Boxplots and Scatter matrix
Boxplot
First, customary importing of packages and data if you haven't already done so from the previous sections.
import pandas as pd
import matplotlib.pyplot as plt
df = pd.read_csv("https://raw.githubusercontent.com/darren1998s/darren1998s.github.io/main/iris.csv")
Using the a slightly altered syntax as the bar chart and histogram from the previous sections, we can easily plot boxplots.
For our example, we are going to plot Petal.Length
grouping by Species
.
#How to plot histogram
#df['Petal.Length'].plot(kind='hist')
#Plotting boxplot
ax = df.boxplot('Petal.Length', by='Species')
#Housekeeping to make the graph looks comprehensible#
ax.set_title("")
ax.set_ylabel('Petal Length')
plt.show()
From this boxplot, we can instantly tell a few things:
-
The variance in both I. versicolor and I. virginica are lesser than that in I. setosa.
-
I. setosa has the smallest Petal Length and I. viriginica has the largest petals.
-
There are more ‘outlier' data (based on the 1.5*IQR rule) found in I. setosa as compared to the other species of Iris flowers.
Scatter matrix
It is entirely possible that given a dataset, there can be many permutations of variables to plot.
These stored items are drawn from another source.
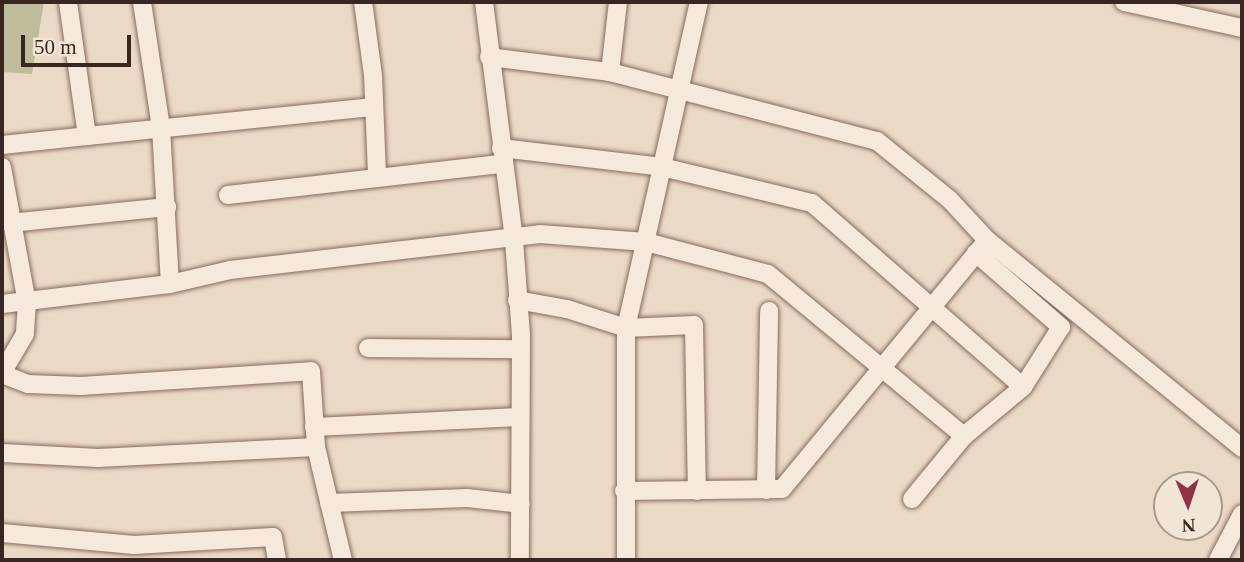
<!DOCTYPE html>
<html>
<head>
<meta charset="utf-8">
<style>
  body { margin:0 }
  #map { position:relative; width:1244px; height:562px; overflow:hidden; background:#ebd9c7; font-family:Georgia,serif }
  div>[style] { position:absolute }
  .cemetery>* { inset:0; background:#bebc9a }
  .roads { filter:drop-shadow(0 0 2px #856b5e) drop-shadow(0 0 2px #856b5e) }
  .street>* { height:18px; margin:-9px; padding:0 9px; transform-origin:9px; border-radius:9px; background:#f6e8da }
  span { translate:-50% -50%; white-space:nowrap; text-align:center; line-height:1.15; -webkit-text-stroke:7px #f3e5d6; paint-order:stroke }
  .frame { position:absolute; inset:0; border:4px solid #372720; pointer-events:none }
  .north { position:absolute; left:1153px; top:471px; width:70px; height:70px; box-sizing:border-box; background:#f3e5d6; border:2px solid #a8998d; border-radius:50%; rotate:178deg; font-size:19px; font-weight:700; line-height:28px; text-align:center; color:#372720 }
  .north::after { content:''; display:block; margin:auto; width:24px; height:32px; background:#903244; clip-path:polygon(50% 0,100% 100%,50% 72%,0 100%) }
  .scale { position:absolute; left:21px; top:35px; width:110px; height:32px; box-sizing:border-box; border:4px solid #372720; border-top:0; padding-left:9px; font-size:21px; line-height:24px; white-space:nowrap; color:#372720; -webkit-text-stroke:5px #f3e5d6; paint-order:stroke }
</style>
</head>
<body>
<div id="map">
  <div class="cemetery">
    <div style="clip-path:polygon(2px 2px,44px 2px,32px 74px,2px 72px)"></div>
  </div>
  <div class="roads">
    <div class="street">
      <div style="left:142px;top:2px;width:127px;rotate:81.4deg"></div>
      <div style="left:161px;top:128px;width:156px;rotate:86.7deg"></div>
      <div style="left:363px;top:2px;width:74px;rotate:82.2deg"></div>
      <div style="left:373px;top:75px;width:101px;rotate:87.7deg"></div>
      <div style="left:484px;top:2px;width:240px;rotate:82.8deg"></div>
      <div style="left:514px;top:240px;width:95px;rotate:85.8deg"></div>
      <div style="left:521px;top:335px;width:225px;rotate:90.3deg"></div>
      <div style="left:1124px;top:2px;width:121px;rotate:12.4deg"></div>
      <div style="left:489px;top:57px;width:122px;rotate:7.1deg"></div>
      <div style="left:610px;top:72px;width:276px;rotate:14.5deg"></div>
      <div style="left:877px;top:141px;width:94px;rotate:38.9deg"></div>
      <div style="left:950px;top:200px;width:54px;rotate:47.2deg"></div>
      <div style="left:987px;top:240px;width:329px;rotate:39.2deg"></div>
      <div style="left:610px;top:72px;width:70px;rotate:-83.5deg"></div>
      <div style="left:87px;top:136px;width:286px;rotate:-5.8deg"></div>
      <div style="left:2px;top:145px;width:85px;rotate:-6deg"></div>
      <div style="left:87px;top:136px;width:135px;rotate:-98.1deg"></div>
      <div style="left:501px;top:148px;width:162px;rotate:6.7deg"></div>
      <div style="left:662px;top:167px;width:154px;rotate:13.5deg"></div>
      <div style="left:812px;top:203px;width:280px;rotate:41.1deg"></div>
      <div style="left:1023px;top:387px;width:71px;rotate:-57.7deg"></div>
      <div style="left:1061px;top:327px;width:113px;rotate:-139deg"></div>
      <div style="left:2px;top:167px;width:138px;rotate:79.6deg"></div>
      <div style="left:27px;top:303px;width:31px;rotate:94deg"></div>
      <div style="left:25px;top:334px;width:45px;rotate:120.5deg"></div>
      <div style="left:228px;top:195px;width:276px;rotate:-6.5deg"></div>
      <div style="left:10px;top:223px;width:158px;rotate:-5.8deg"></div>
      <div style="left:517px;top:300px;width:51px;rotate:10.2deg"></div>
      <div style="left:567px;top:309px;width:62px;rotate:17.9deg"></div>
      <div style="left:626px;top:328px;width:68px;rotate:-2.5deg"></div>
      <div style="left:694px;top:325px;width:166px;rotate:89deg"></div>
      <div style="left:2px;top:304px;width:169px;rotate:-6.8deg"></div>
      <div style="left:170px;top:284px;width:62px;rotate:-13.1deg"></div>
      <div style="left:230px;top:270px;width:312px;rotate:-6.6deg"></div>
      <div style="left:540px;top:234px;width:106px;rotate:4.3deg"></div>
      <div style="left:646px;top:242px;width:126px;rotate:14.7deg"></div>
      <div style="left:768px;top:274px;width:254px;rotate:39.6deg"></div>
      <div style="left:964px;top:436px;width:77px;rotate:-39.7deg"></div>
      <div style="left:368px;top:348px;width:153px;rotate:0.4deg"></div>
      <div style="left:2px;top:374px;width:28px;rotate:21deg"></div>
      <div style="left:28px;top:384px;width:53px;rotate:2.2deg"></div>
      <div style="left:81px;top:386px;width:230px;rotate:-3.7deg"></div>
      <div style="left:311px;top:371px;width:76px;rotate:86.2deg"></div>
      <div style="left:316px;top:447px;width:116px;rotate:76.6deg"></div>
      <div style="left:314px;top:427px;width:206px;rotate:-2.8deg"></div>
      <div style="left:2px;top:453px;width:96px;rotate:3deg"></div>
      <div style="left:98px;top:458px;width:218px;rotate:-2.9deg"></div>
      <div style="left:766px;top:490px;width:179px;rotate:-89deg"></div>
      <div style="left:624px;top:491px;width:158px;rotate:-0.7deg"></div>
      <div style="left:782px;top:489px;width:318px;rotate:-50.5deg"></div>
      <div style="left:912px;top:499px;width:82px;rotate:-50.5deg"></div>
      <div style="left:329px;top:503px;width:138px;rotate:-2.1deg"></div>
      <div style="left:467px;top:498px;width:54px;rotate:6.3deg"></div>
      <div style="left:2px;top:533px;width:133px;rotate:5.2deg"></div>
      <div style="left:134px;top:545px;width:139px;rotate:-3.3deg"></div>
      <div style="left:273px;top:537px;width:23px;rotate:80deg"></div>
      <div style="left:626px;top:560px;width:232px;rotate:-90deg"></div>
      <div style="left:626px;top:328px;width:334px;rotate:-77.4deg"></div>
      <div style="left:1218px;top:560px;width:52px;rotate:-62.4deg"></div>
    </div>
  </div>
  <div class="frame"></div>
  <div class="north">N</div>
  <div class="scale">50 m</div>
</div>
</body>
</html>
By utilising a scatter_matrix
, pandas
handily plots all variables against other variables!
This way in 1 shot, you could see which plots have any ‘interesting' data.
1 thing to note is that, diagonal='kde'
plots a density plot, of that particular variable.
pd.plotting.scatter_matrix(df,diagonal='kde', figsize=(12,12))
plt.show()